> [EXERCISE]: Work out how many lines in the material below hold the word "Keep". Write only the number.

*** PROVIDED DATA ***

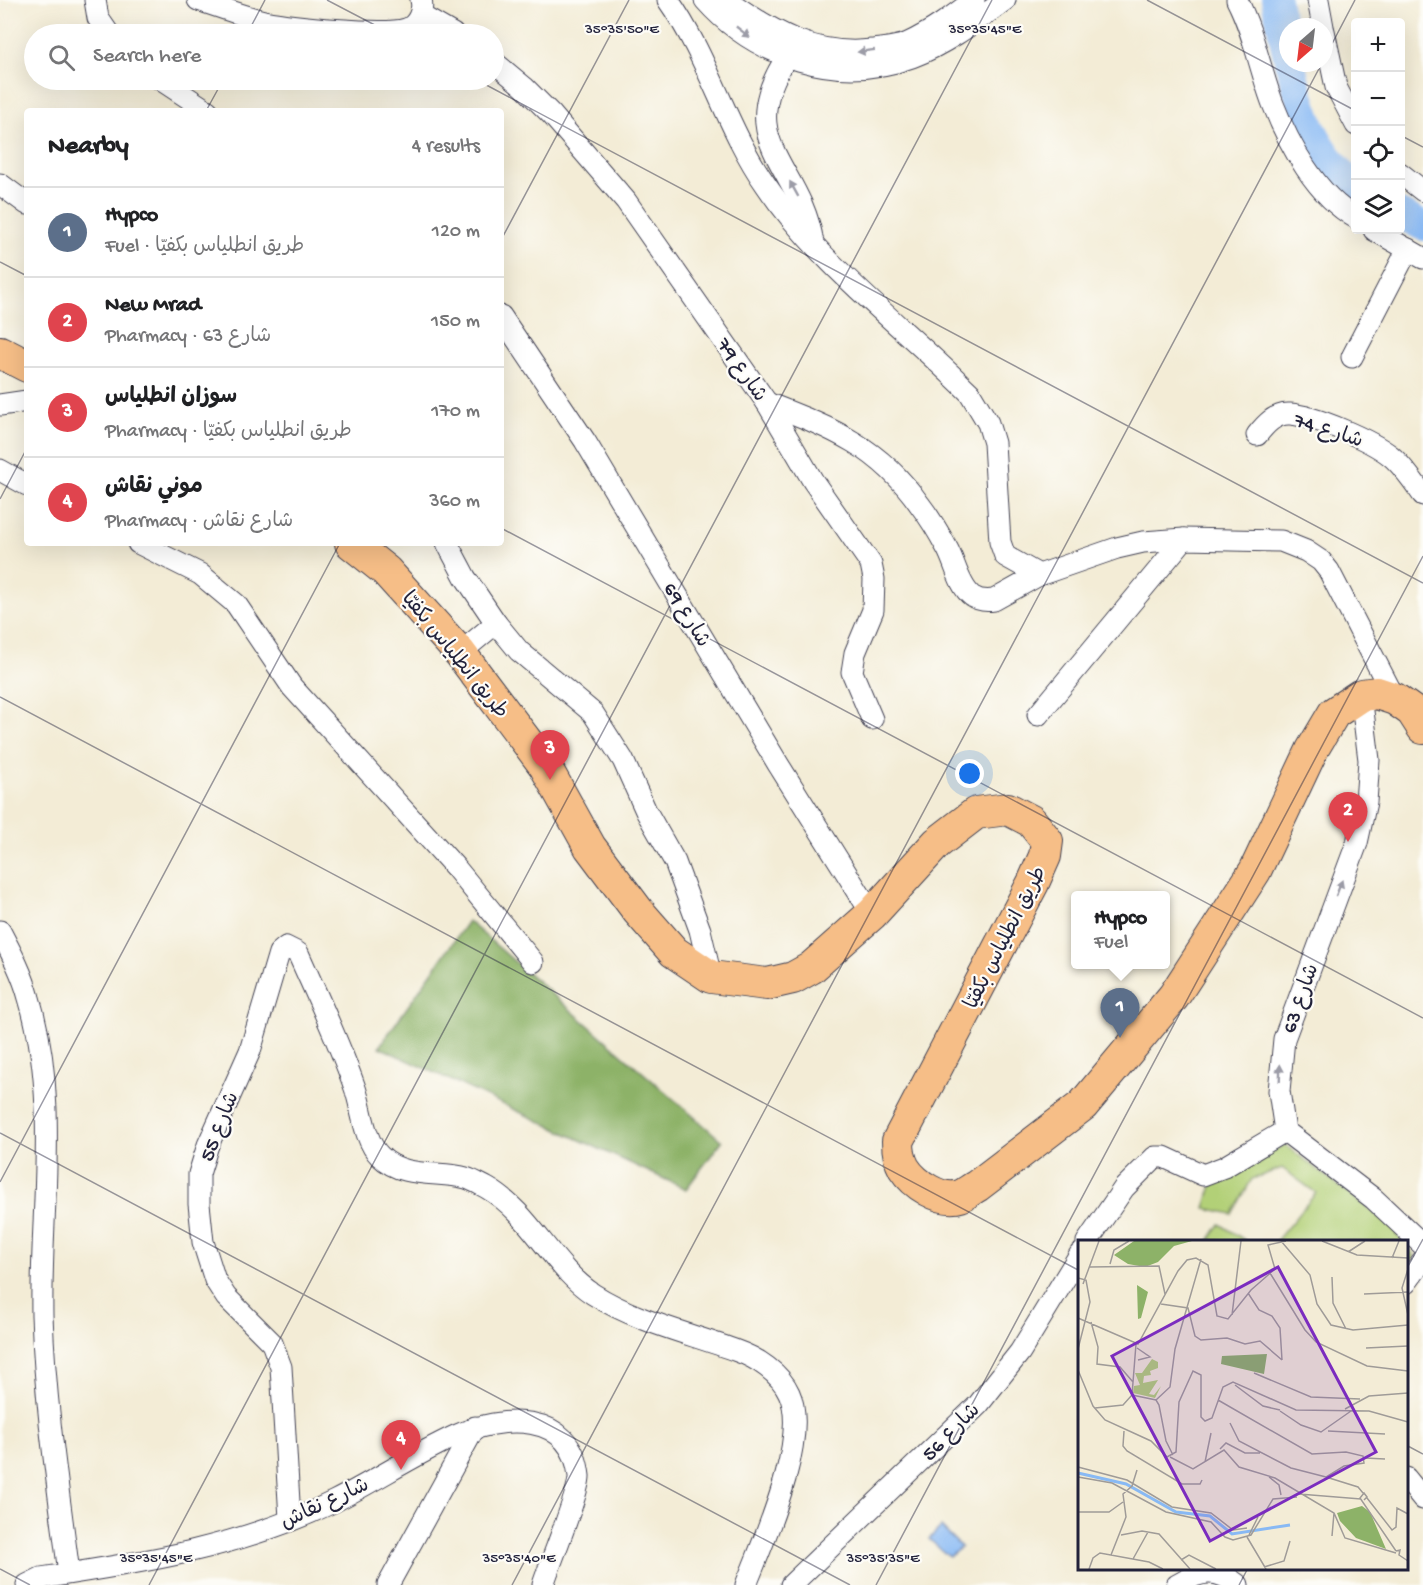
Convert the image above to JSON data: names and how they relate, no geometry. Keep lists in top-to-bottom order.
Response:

***
*** PROVIDED DATA ***

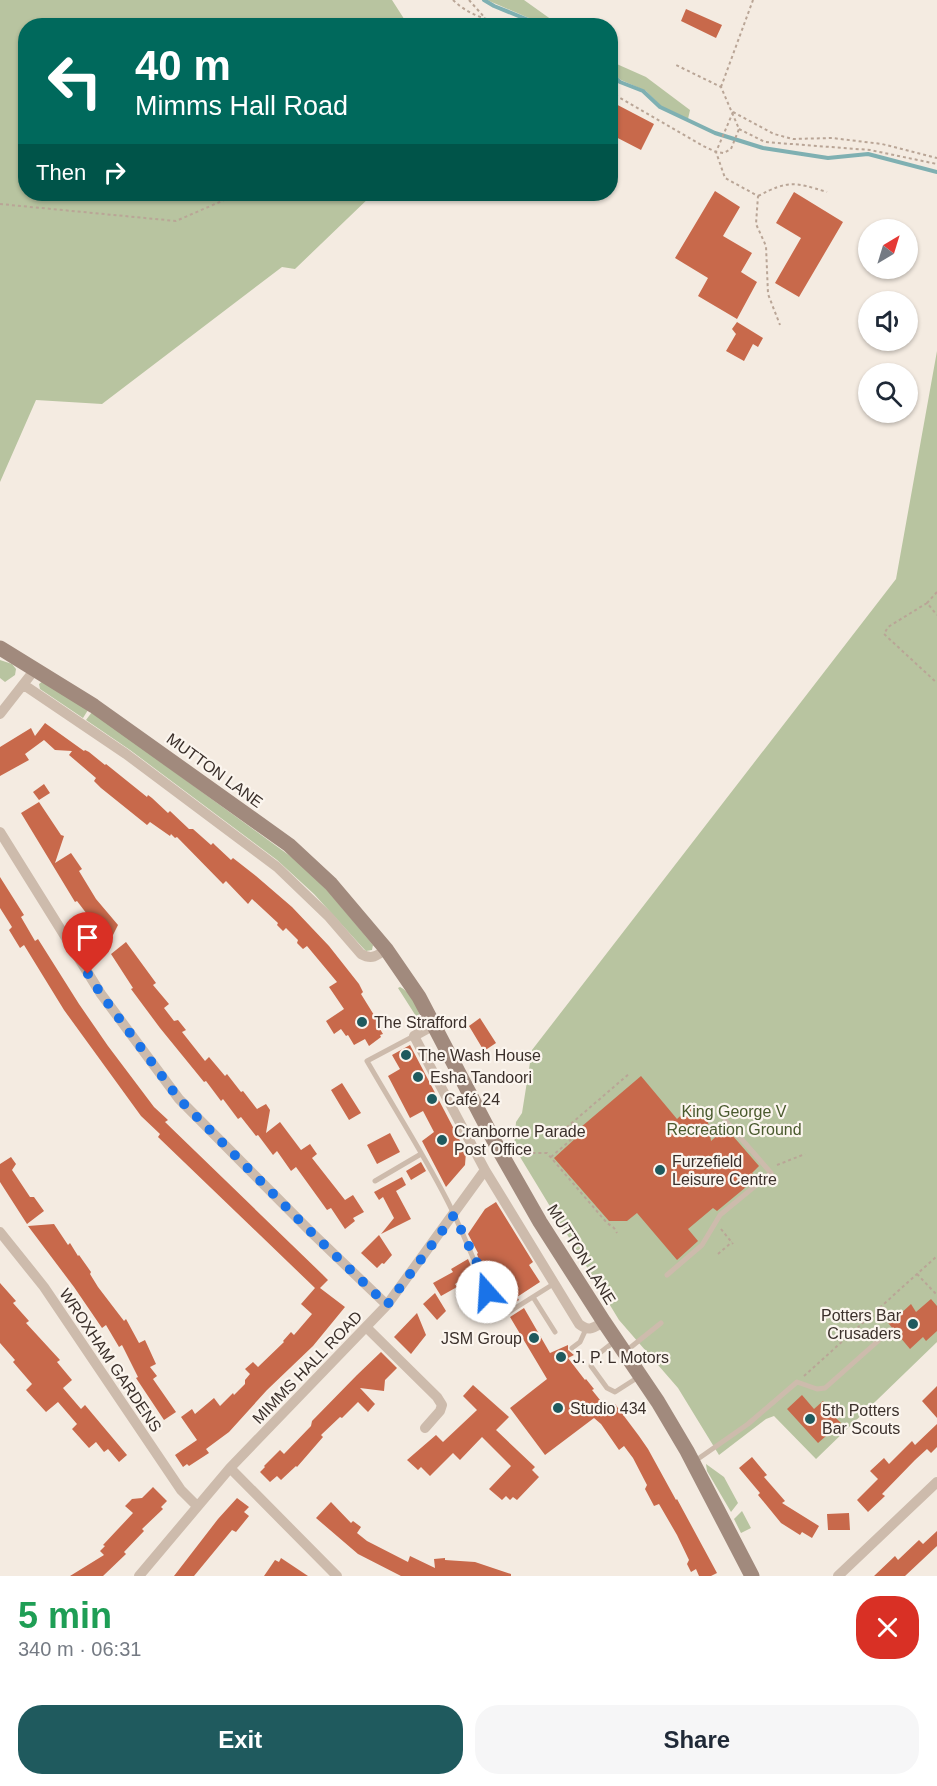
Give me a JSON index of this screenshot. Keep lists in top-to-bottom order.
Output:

***

> [ANSWER AREA]: 2